Global climate strike: the world grinds to a halt for the health of the planet

Environment. Barcelona joins the call to tackle the climate emergency.

Barcelona City Council is backing the global climate strike, a plea to everybody to stand up for sustainability, the protection of nature and biodiversity and climate justice. The climate emergency will be declared in the city on 1 January 2020, with a string of complementary measures to be applied relating to mobility, transport, renewable energy and waste management to counter the effects of the climate crisis.

Young people and environmental organisations have mobilised around the world to rally in the fight against climate change, an undeniable phenomenon which is here and now. Barcelona City Council is joining in with the global climate strike. The mobilisations coincided with the global summit at the UN addressing the climate emergency, which brought together the main heads of states, governments and major cities in the world.

The climate emergency is here. What happens if we don’t act?

  • Rise in the average temperature of more than 2ºC by 2030.
  • Less rainfall, but more torrential. It is estimated that by 2050 there will be a 12% reduction in surface water resources and a 9% reduction in groundwater.
  • Heatwaves and droughts. Excessive and sustained heat will lead to a rise in mortality and sickness, particularly among those most vulnerable, such as young children and the elderly. Barcelona is expected to experience four or five heatwaves every year before 2050. Prolonged drought spells would mean restrictions to water consumption and affect vegetation and biodiversity, which would be more susceptible to infestations and blights.
  • Rise in the sea level. The rise in the sea level and floods caused by torrential rain will mean erosion at all the city’s beaches, with less sand and less surface area. It is thought that the sea level could rise by over 130 cm by the year 2100.
  • Increase in respiratory illnesses and infections. The climate change would bring vector-borne diseases such as dengue fever, Zika and chikungunya, along with an increase in cardio-respiratory illnesses caused by pollution.

What is Barcelona City Council doing about climate change?

  • Climate emergency decree. The climate emergency will be declared in the city on 1 January 2020. The municipal government will be activating a package of urgent measures this autumn, agreed by the first session by the Climate Emergency Board. Over two hundred entities, experts and officials from administrations are represented on the board. Action will be taken in the spheres of mobility, urban planning, school environments, energy and waste management.
  • Climate Plan. This is a strategic programme with 242 measures to tackle the effects of climate change, revolving around four main themes: mitigating the effects of climate change, adapting the city to the consequences of the problem, prioritising the most vulnerable groups and getting citizens involved in the fight. The main goals of the plan are:
    • To cut greenhouse gas emissions by 45%.
    • To increase greenery by 1.6 square metres per inhabitant and add more trees.
    • To cut domestic water consumption by 100 l/day.
    • To achieve 60% selective waste collection.
  • Permanent low emissions zone. The permanent low emissions zone, on all working days from 7 am to 8 pm, comes into force on 1 January 2020. A municipal by-law will regulate the restriction on traffic and fines imposed on vehicles without environmental rating badges issued by the Directorate General for Traffic (DGT). This is expected to affect some 125,000 vehicles over the next four years.

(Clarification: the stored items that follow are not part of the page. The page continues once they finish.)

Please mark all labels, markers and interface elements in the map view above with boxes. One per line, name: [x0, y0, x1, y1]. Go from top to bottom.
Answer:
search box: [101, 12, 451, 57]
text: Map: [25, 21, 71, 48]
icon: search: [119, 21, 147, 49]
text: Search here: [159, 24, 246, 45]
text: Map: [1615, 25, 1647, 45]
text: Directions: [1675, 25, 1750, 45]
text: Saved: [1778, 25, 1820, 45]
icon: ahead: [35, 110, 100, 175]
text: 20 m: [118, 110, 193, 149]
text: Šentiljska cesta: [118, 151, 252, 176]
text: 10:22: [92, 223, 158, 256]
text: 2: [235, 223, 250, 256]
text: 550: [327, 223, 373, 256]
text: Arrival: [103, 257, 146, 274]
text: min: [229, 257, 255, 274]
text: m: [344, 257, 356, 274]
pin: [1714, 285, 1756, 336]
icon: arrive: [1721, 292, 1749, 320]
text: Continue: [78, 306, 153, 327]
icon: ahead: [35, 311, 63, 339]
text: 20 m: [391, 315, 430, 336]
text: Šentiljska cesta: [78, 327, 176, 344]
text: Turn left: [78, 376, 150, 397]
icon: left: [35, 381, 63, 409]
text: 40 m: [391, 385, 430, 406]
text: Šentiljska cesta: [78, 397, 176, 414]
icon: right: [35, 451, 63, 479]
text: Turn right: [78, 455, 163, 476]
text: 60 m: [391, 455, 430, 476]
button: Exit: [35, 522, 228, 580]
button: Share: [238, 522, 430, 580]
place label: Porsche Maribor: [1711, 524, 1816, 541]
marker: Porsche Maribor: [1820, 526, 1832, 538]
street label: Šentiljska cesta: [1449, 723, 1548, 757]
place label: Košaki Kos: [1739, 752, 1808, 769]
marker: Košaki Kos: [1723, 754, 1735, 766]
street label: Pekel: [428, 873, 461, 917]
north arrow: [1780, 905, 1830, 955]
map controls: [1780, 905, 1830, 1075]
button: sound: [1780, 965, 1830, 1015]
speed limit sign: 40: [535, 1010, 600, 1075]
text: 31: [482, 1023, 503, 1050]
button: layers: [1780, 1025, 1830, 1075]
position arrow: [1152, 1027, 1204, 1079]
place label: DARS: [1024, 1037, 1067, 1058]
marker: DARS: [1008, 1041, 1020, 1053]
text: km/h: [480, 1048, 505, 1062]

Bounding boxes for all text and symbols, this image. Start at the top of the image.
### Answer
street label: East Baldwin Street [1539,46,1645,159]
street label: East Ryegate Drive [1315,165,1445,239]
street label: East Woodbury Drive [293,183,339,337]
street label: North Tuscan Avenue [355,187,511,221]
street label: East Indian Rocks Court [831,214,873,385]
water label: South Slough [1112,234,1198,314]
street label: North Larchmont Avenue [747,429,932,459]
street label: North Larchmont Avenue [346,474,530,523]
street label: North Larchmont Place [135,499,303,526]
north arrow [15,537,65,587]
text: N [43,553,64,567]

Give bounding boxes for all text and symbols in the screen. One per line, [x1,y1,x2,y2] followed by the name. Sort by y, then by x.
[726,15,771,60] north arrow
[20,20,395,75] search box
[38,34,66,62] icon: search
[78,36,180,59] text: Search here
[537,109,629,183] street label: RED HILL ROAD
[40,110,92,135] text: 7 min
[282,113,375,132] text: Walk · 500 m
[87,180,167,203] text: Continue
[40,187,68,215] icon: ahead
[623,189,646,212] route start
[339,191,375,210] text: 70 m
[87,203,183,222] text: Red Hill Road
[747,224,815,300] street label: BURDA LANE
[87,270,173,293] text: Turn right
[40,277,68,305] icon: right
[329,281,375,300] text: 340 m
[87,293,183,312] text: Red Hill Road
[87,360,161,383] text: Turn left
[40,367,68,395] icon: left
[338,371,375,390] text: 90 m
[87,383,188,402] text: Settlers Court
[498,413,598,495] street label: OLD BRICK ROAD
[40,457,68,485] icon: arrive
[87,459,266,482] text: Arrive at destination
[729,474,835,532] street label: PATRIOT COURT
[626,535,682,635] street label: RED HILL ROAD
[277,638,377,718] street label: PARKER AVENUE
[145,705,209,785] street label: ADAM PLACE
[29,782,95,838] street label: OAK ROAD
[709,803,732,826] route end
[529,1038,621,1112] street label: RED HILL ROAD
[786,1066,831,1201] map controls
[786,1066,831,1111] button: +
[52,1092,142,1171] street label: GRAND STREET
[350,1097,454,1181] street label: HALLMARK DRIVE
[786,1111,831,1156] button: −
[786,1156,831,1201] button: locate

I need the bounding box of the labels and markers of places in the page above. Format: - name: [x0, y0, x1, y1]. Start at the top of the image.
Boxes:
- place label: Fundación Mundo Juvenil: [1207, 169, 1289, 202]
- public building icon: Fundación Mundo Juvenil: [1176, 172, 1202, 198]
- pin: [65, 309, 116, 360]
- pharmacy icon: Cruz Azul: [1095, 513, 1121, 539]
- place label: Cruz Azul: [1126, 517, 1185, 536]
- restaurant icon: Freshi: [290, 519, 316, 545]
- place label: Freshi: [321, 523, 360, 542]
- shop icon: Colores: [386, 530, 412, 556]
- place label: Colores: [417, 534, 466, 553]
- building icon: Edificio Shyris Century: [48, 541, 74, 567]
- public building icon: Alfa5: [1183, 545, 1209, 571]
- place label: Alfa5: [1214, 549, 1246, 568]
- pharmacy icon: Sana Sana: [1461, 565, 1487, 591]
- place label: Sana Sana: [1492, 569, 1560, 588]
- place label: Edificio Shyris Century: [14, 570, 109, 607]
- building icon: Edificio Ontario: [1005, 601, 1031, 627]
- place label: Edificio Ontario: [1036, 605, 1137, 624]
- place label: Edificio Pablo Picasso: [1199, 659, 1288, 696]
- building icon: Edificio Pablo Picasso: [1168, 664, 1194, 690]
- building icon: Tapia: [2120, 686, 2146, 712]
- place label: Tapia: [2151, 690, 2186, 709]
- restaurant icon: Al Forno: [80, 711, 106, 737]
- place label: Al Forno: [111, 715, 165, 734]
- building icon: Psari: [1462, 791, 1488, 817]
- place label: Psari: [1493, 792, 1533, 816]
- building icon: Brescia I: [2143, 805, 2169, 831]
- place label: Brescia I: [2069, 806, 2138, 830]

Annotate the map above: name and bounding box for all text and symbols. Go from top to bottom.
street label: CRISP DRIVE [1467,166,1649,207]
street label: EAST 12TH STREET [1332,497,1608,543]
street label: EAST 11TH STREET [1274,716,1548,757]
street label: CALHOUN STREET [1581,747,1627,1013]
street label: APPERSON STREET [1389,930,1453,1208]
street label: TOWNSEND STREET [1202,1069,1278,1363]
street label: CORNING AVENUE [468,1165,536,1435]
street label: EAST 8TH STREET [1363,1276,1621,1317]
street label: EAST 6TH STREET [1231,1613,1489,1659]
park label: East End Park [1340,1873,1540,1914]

What can you do to combat climate change?

Barcelona City Council offers a list of everyday things that everyone can do to help combat the effects of climate change.

  • More greenery, for cooler air and more shade. More plants in gardens and on balconies, participation in communal allotments and proposals to create green terraces on rooftops.
  • Change to the energy model. Contract green electricity; check supply bills and find out how to cut energy consumption by approaching energy advice points; buy domestic appliances with the highest energy-efficiency ratings and install solar panelling on terraces at home.
  • More sustainable mobility. Get around on foot, on public transport or by bike; if you need to use a private vehicle, opt for vehicle sharing; reduce business trips and choose videoconferencing.
  • Consumption and waste. Reduce purchases with plastic packaging; separate paper, glass and plastic; use recycling and waste management points (punts verds); take textile bags and baskets when going shopping; buy produce by weight, opt for fresh, local organic produce and buy second-hand clothes.